Task: Output the data below exactly, down to the last character.

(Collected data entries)

────────────────

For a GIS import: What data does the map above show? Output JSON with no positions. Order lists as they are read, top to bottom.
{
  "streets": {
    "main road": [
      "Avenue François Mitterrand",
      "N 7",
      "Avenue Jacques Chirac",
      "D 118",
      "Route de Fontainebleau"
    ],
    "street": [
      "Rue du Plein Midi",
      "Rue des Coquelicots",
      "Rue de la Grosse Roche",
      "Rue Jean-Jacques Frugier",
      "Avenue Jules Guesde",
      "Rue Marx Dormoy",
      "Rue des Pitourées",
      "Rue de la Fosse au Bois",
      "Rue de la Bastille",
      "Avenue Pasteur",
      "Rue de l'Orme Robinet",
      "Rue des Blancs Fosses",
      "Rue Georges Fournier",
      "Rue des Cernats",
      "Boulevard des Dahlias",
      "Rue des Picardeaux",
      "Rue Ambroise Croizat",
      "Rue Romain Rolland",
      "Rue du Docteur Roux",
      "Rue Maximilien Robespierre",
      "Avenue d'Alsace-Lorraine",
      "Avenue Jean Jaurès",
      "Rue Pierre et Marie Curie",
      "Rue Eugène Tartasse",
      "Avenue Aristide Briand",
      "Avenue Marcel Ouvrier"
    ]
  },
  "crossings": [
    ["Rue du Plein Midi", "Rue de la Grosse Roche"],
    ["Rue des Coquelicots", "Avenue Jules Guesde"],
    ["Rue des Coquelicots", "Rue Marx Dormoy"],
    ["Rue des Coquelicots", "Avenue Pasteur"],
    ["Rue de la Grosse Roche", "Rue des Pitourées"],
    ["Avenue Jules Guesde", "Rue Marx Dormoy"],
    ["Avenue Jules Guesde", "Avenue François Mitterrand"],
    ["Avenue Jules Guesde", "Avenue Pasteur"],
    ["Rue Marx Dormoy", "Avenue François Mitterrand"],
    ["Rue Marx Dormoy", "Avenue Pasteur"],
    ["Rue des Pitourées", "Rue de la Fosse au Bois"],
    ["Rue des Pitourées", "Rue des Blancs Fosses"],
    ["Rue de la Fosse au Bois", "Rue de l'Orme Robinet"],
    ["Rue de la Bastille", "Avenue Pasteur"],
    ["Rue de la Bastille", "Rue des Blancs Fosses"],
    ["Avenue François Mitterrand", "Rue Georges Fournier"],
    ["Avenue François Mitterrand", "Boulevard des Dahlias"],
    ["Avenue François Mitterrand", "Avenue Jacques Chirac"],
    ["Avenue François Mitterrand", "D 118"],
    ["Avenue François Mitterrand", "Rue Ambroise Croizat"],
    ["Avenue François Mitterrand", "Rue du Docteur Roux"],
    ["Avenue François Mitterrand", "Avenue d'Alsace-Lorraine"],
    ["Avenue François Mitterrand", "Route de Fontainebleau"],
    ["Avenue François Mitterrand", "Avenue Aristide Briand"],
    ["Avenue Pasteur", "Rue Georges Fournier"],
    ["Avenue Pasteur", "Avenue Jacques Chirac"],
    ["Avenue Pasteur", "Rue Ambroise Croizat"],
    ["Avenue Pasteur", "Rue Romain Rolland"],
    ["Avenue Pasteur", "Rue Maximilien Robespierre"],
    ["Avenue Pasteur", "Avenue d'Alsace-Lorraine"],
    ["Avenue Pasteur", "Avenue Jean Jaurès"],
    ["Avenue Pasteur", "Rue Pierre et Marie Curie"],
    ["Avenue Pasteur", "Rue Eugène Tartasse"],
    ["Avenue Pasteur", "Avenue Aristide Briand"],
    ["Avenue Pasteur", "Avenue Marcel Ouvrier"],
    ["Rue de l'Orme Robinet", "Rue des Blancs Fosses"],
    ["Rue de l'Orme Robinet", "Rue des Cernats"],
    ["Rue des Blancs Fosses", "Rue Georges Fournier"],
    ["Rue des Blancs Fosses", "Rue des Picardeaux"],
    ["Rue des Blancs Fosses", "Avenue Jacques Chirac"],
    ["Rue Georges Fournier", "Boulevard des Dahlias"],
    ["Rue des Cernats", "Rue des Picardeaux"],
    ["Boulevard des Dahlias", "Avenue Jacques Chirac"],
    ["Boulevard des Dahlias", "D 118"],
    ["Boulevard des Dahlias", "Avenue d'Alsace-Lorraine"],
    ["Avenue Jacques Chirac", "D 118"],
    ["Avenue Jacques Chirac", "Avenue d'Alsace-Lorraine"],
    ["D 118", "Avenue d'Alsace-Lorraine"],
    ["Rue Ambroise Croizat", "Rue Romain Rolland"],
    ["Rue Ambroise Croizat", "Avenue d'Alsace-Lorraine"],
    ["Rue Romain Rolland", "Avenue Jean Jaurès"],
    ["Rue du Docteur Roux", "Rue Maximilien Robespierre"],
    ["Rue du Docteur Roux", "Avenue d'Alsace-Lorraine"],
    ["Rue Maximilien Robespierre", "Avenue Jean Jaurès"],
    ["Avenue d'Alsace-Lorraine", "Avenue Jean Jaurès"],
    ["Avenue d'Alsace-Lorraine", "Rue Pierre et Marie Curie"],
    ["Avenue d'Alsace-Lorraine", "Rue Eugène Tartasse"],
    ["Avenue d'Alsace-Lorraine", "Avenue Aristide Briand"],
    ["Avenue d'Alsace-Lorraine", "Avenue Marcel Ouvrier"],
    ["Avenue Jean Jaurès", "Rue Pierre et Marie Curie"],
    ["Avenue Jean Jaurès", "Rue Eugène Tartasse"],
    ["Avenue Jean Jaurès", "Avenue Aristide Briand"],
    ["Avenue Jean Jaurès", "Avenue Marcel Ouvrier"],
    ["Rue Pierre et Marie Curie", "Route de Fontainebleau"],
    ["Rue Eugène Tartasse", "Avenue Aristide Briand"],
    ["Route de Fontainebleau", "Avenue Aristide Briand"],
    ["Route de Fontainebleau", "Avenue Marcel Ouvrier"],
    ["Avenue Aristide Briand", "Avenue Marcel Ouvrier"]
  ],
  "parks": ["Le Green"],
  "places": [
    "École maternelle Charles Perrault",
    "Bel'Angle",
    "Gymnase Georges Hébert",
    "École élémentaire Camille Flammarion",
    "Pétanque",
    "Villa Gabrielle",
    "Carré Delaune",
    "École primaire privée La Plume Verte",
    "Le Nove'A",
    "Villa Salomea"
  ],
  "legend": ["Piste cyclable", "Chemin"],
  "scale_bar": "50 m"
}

────────────────

Expected answer:
For a GIS import: What data does the map above show? Output JSON with no positions. Order lists as they are read, top to bottom.
{
  "streets": {
    "main road": [
      "Avenue François Mitterrand",
      "N 7",
      "Avenue Jacques Chirac",
      "D 118",
      "Route de Fontainebleau"
    ],
    "street": [
      "Rue du Plein Midi",
      "Rue des Coquelicots",
      "Rue de la Grosse Roche",
      "Rue Jean-Jacques Frugier",
      "Avenue Jules Guesde",
      "Rue Marx Dormoy",
      "Rue des Pitourées",
      "Rue de la Fosse au Bois",
      "Rue de la Bastille",
      "Avenue Pasteur",
      "Rue de l'Orme Robinet",
      "Rue des Blancs Fosses",
      "Rue Georges Fournier",
      "Rue des Cernats",
      "Boulevard des Dahlias",
      "Rue des Picardeaux",
      "Rue Ambroise Croizat",
      "Rue Romain Rolland",
      "Rue du Docteur Roux",
      "Rue Maximilien Robespierre",
      "Avenue d'Alsace-Lorraine",
      "Avenue Jean Jaurès",
      "Rue Pierre et Marie Curie",
      "Rue Eugène Tartasse",
      "Avenue Aristide Briand",
      "Avenue Marcel Ouvrier"
    ]
  },
  "crossings": [
    ["Rue du Plein Midi", "Rue de la Grosse Roche"],
    ["Rue des Coquelicots", "Avenue Jules Guesde"],
    ["Rue des Coquelicots", "Rue Marx Dormoy"],
    ["Rue des Coquelicots", "Avenue Pasteur"],
    ["Rue de la Grosse Roche", "Rue des Pitourées"],
    ["Avenue Jules Guesde", "Rue Marx Dormoy"],
    ["Avenue Jules Guesde", "Avenue François Mitterrand"],
    ["Avenue Jules Guesde", "Avenue Pasteur"],
    ["Rue Marx Dormoy", "Avenue François Mitterrand"],
    ["Rue Marx Dormoy", "Avenue Pasteur"],
    ["Rue des Pitourées", "Rue de la Fosse au Bois"],
    ["Rue des Pitourées", "Rue des Blancs Fosses"],
    ["Rue de la Fosse au Bois", "Rue de l'Orme Robinet"],
    ["Rue de la Bastille", "Avenue Pasteur"],
    ["Rue de la Bastille", "Rue des Blancs Fosses"],
    ["Avenue François Mitterrand", "Rue Georges Fournier"],
    ["Avenue François Mitterrand", "Boulevard des Dahlias"],
    ["Avenue François Mitterrand", "Avenue Jacques Chirac"],
    ["Avenue François Mitterrand", "D 118"],
    ["Avenue François Mitterrand", "Rue Ambroise Croizat"],
    ["Avenue François Mitterrand", "Rue du Docteur Roux"],
    ["Avenue François Mitterrand", "Avenue d'Alsace-Lorraine"],
    ["Avenue François Mitterrand", "Route de Fontainebleau"],
    ["Avenue François Mitterrand", "Avenue Aristide Briand"],
    ["Avenue Pasteur", "Rue Georges Fournier"],
    ["Avenue Pasteur", "Avenue Jacques Chirac"],
    ["Avenue Pasteur", "Rue Ambroise Croizat"],
    ["Avenue Pasteur", "Rue Romain Rolland"],
    ["Avenue Pasteur", "Rue Maximilien Robespierre"],
    ["Avenue Pasteur", "Avenue d'Alsace-Lorraine"],
    ["Avenue Pasteur", "Avenue Jean Jaurès"],
    ["Avenue Pasteur", "Rue Pierre et Marie Curie"],
    ["Avenue Pasteur", "Rue Eugène Tartasse"],
    ["Avenue Pasteur", "Avenue Aristide Briand"],
    ["Avenue Pasteur", "Avenue Marcel Ouvrier"],
    ["Rue de l'Orme Robinet", "Rue des Blancs Fosses"],
    ["Rue de l'Orme Robinet", "Rue des Cernats"],
    ["Rue des Blancs Fosses", "Rue Georges Fournier"],
    ["Rue des Blancs Fosses", "Rue des Picardeaux"],
    ["Rue des Blancs Fosses", "Avenue Jacques Chirac"],
    ["Rue Georges Fournier", "Boulevard des Dahlias"],
    ["Rue des Cernats", "Rue des Picardeaux"],
    ["Boulevard des Dahlias", "Avenue Jacques Chirac"],
    ["Boulevard des Dahlias", "D 118"],
    ["Boulevard des Dahlias", "Avenue d'Alsace-Lorraine"],
    ["Avenue Jacques Chirac", "D 118"],
    ["Avenue Jacques Chirac", "Avenue d'Alsace-Lorraine"],
    ["D 118", "Avenue d'Alsace-Lorraine"],
    ["Rue Ambroise Croizat", "Rue Romain Rolland"],
    ["Rue Ambroise Croizat", "Avenue d'Alsace-Lorraine"],
    ["Rue Romain Rolland", "Avenue Jean Jaurès"],
    ["Rue du Docteur Roux", "Rue Maximilien Robespierre"],
    ["Rue du Docteur Roux", "Avenue d'Alsace-Lorraine"],
    ["Rue Maximilien Robespierre", "Avenue Jean Jaurès"],
    ["Avenue d'Alsace-Lorraine", "Avenue Jean Jaurès"],
    ["Avenue d'Alsace-Lorraine", "Rue Pierre et Marie Curie"],
    ["Avenue d'Alsace-Lorraine", "Rue Eugène Tartasse"],
    ["Avenue d'Alsace-Lorraine", "Avenue Aristide Briand"],
    ["Avenue d'Alsace-Lorraine", "Avenue Marcel Ouvrier"],
    ["Avenue Jean Jaurès", "Rue Pierre et Marie Curie"],
    ["Avenue Jean Jaurès", "Rue Eugène Tartasse"],
    ["Avenue Jean Jaurès", "Avenue Aristide Briand"],
    ["Avenue Jean Jaurès", "Avenue Marcel Ouvrier"],
    ["Rue Pierre et Marie Curie", "Route de Fontainebleau"],
    ["Rue Eugène Tartasse", "Avenue Aristide Briand"],
    ["Route de Fontainebleau", "Avenue Aristide Briand"],
    ["Route de Fontainebleau", "Avenue Marcel Ouvrier"],
    ["Avenue Aristide Briand", "Avenue Marcel Ouvrier"]
  ],
  "parks": ["Le Green"],
  "places": [
    "École maternelle Charles Perrault",
    "Bel'Angle",
    "Gymnase Georges Hébert",
    "École élémentaire Camille Flammarion",
    "Pétanque",
    "Villa Gabrielle",
    "Carré Delaune",
    "École primaire privée La Plume Verte",
    "Le Nove'A",
    "Villa Salomea"
  ],
  "legend": ["Piste cyclable", "Chemin"],
  "scale_bar": "50 m"
}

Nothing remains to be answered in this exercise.